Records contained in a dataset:
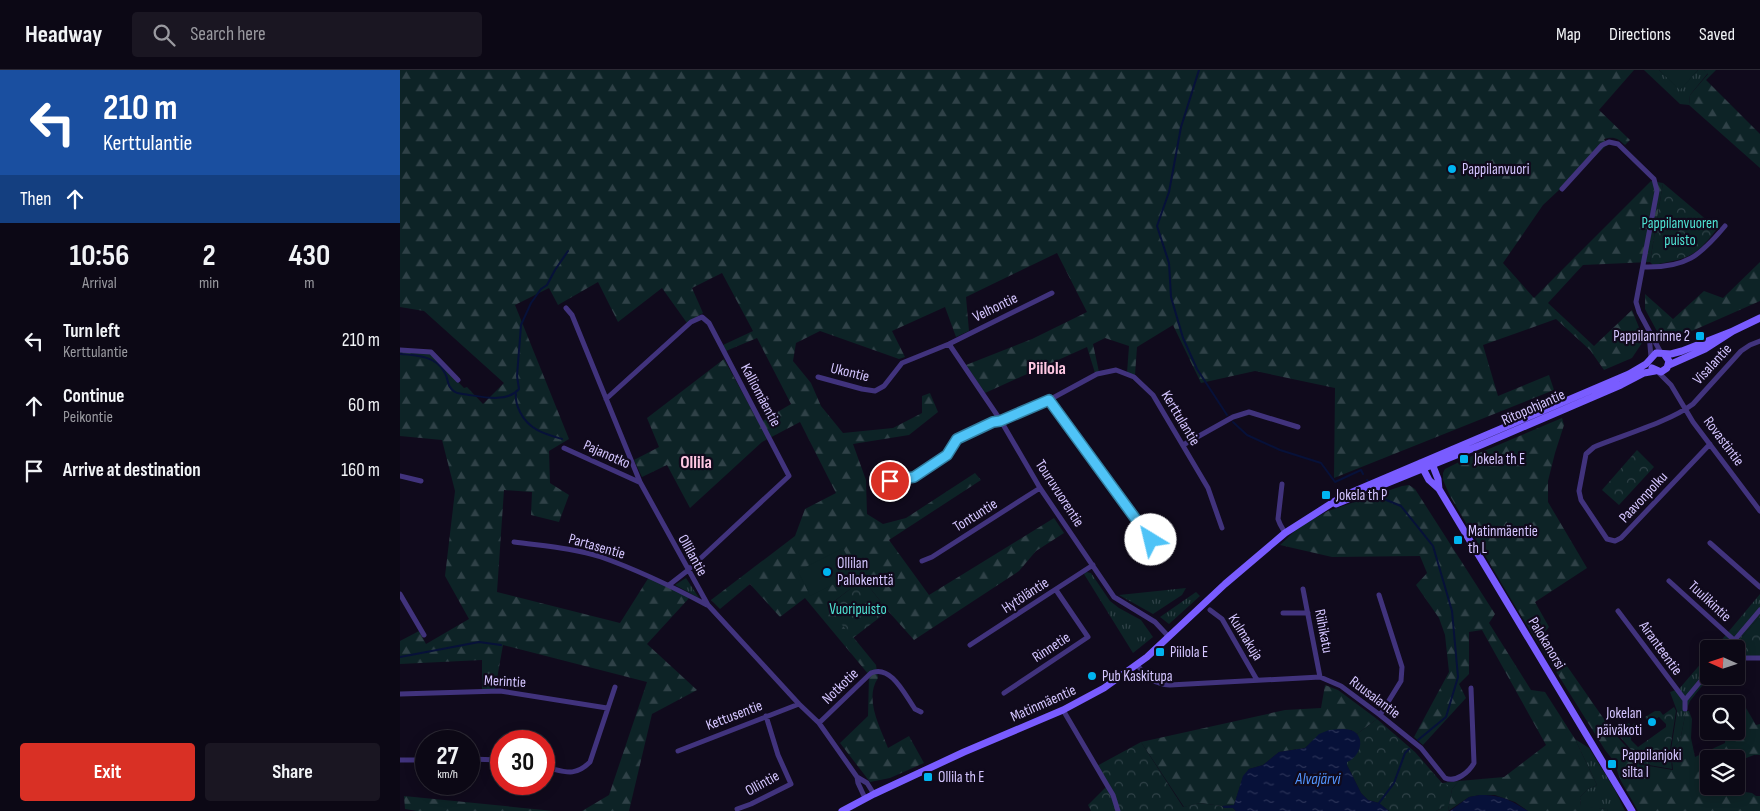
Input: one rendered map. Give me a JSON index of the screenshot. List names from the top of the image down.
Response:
{
  "streets": {
    "main road": ["Ritopohjantie", "Palokanorsi", "Matinmäentie"],
    "street": [
      "Velhontie",
      "Visalantie",
      "Ukontie",
      "Kalliomäentie",
      "Kerttulantie",
      "Rovastintie",
      "Pajanotko",
      "Touruvuorentie",
      "Paavonpolku",
      "Tontuntie",
      "Partasentie",
      "Ollilantie",
      "Hytöläntie",
      "Tuulikintie",
      "Riihikatu",
      "Kulmakuja",
      "Rinnetie",
      "Airanteentie",
      "Merintie",
      "Notkotie",
      "Ruusalantie",
      "Kettusentie",
      "Ollintie"
    ]
  },
  "crossings": [
    ["Velhontie", "Ukontie"],
    ["Velhontie", "Touruvuorentie"],
    ["Visalantie", "Rovastintie"],
    ["Visalantie", "Paavonpolku"],
    ["Ukontie", "Touruvuorentie"],
    ["Kalliomäentie", "Ollilantie"],
    ["Ritopohjantie", "Rovastintie"],
    ["Ritopohjantie", "Palokanorsi"],
    ["Ritopohjantie", "Matinmäentie"],
    ["Kerttulantie", "Touruvuorentie"],
    ["Rovastintie", "Paavonpolku"],
    ["Pajanotko", "Ollilantie"],
    ["Touruvuorentie", "Tontuntie"],
    ["Touruvuorentie", "Hytöläntie"],
    ["Touruvuorentie", "Matinmäentie"],
    ["Partasentie", "Ollilantie"],
    ["Ollilantie", "Notkotie"],
    ["Ollilantie", "Matinmäentie"],
    ["Ollilantie", "Kettusentie"],
    ["Hytöläntie", "Rinnetie"],
    ["Riihikatu", "Ruusalantie"],
    ["Kulmakuja", "Ruusalantie"],
    ["Palokanorsi", "Matinmäentie"],
    ["Ruusalantie", "Matinmäentie"],
    ["Kettusentie", "Ollintie"]
  ],
  "districts": ["Piilola", "Ollila"],
  "water": ["Alvajärvi"],
  "parks": ["Pappilanvuoren puisto", "Vuoripuisto"],
  "places": {
    "other": [
      "Pappilanvuori",
      "Ollilan Pallokenttä",
      "Pub Kaskitupa",
      "Jokelan päiväkoti"
    ],
    "transit": [
      "Pappilanrinne 2",
      "Jokela th E",
      "Jokela th P",
      "Matinmäentie th L",
      "Piilola E",
      "Pappilanjoki silta I",
      "Ollila th E"
    ]
  },
  "north": "left",
  "page": {
    "header": "Headway",
    "search": "Search here",
    "nav": ["Map", "Directions", "Saved"],
    "turn": ["210 m", "Kerttulantie"],
    "then": "Then",
    "eta": [
      "10:56",
      "Arrival",
      "2",
      "min",
      "430",
      "m"
    ],
    "list": [
      {
        "name": "Turn left",
        "note": "Kerttulantie",
        "value": "210 m"
      },
      {
        "name": "Continue",
        "note": "Peikontie",
        "value": "60 m"
      },
      {
        "name": "Arrive at destination",
        "value": "160 m"
      }
    ],
    "speed": "27 km/h",
    "limit": "30",
    "buttons": ["Exit", "Share"]
  }
}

[What you will do]
Apart from the pictures, return the records exactly.

[Solution below]
Input: one rendered map. Give me a JSON index of the screenshot. List names from the top of the image down.
Response:
{
  "streets": {
    "main road": ["Ritopohjantie", "Palokanorsi", "Matinmäentie"],
    "street": [
      "Velhontie",
      "Visalantie",
      "Ukontie",
      "Kalliomäentie",
      "Kerttulantie",
      "Rovastintie",
      "Pajanotko",
      "Touruvuorentie",
      "Paavonpolku",
      "Tontuntie",
      "Partasentie",
      "Ollilantie",
      "Hytöläntie",
      "Tuulikintie",
      "Riihikatu",
      "Kulmakuja",
      "Rinnetie",
      "Airanteentie",
      "Merintie",
      "Notkotie",
      "Ruusalantie",
      "Kettusentie",
      "Ollintie"
    ]
  },
  "crossings": [
    ["Velhontie", "Ukontie"],
    ["Velhontie", "Touruvuorentie"],
    ["Visalantie", "Rovastintie"],
    ["Visalantie", "Paavonpolku"],
    ["Ukontie", "Touruvuorentie"],
    ["Kalliomäentie", "Ollilantie"],
    ["Ritopohjantie", "Rovastintie"],
    ["Ritopohjantie", "Palokanorsi"],
    ["Ritopohjantie", "Matinmäentie"],
    ["Kerttulantie", "Touruvuorentie"],
    ["Rovastintie", "Paavonpolku"],
    ["Pajanotko", "Ollilantie"],
    ["Touruvuorentie", "Tontuntie"],
    ["Touruvuorentie", "Hytöläntie"],
    ["Touruvuorentie", "Matinmäentie"],
    ["Partasentie", "Ollilantie"],
    ["Ollilantie", "Notkotie"],
    ["Ollilantie", "Matinmäentie"],
    ["Ollilantie", "Kettusentie"],
    ["Hytöläntie", "Rinnetie"],
    ["Riihikatu", "Ruusalantie"],
    ["Kulmakuja", "Ruusalantie"],
    ["Palokanorsi", "Matinmäentie"],
    ["Ruusalantie", "Matinmäentie"],
    ["Kettusentie", "Ollintie"]
  ],
  "districts": ["Piilola", "Ollila"],
  "water": ["Alvajärvi"],
  "parks": ["Pappilanvuoren puisto", "Vuoripuisto"],
  "places": {
    "other": [
      "Pappilanvuori",
      "Ollilan Pallokenttä",
      "Pub Kaskitupa",
      "Jokelan päiväkoti"
    ],
    "transit": [
      "Pappilanrinne 2",
      "Jokela th E",
      "Jokela th P",
      "Matinmäentie th L",
      "Piilola E",
      "Pappilanjoki silta I",
      "Ollila th E"
    ]
  },
  "north": "left",
  "page": {
    "header": "Headway",
    "search": "Search here",
    "nav": ["Map", "Directions", "Saved"],
    "turn": ["210 m", "Kerttulantie"],
    "then": "Then",
    "eta": [
      "10:56",
      "Arrival",
      "2",
      "min",
      "430",
      "m"
    ],
    "list": [
      {
        "name": "Turn left",
        "note": "Kerttulantie",
        "value": "210 m"
      },
      {
        "name": "Continue",
        "note": "Peikontie",
        "value": "60 m"
      },
      {
        "name": "Arrive at destination",
        "value": "160 m"
      }
    ],
    "speed": "27 km/h",
    "limit": "30",
    "buttons": ["Exit", "Share"]
  }
}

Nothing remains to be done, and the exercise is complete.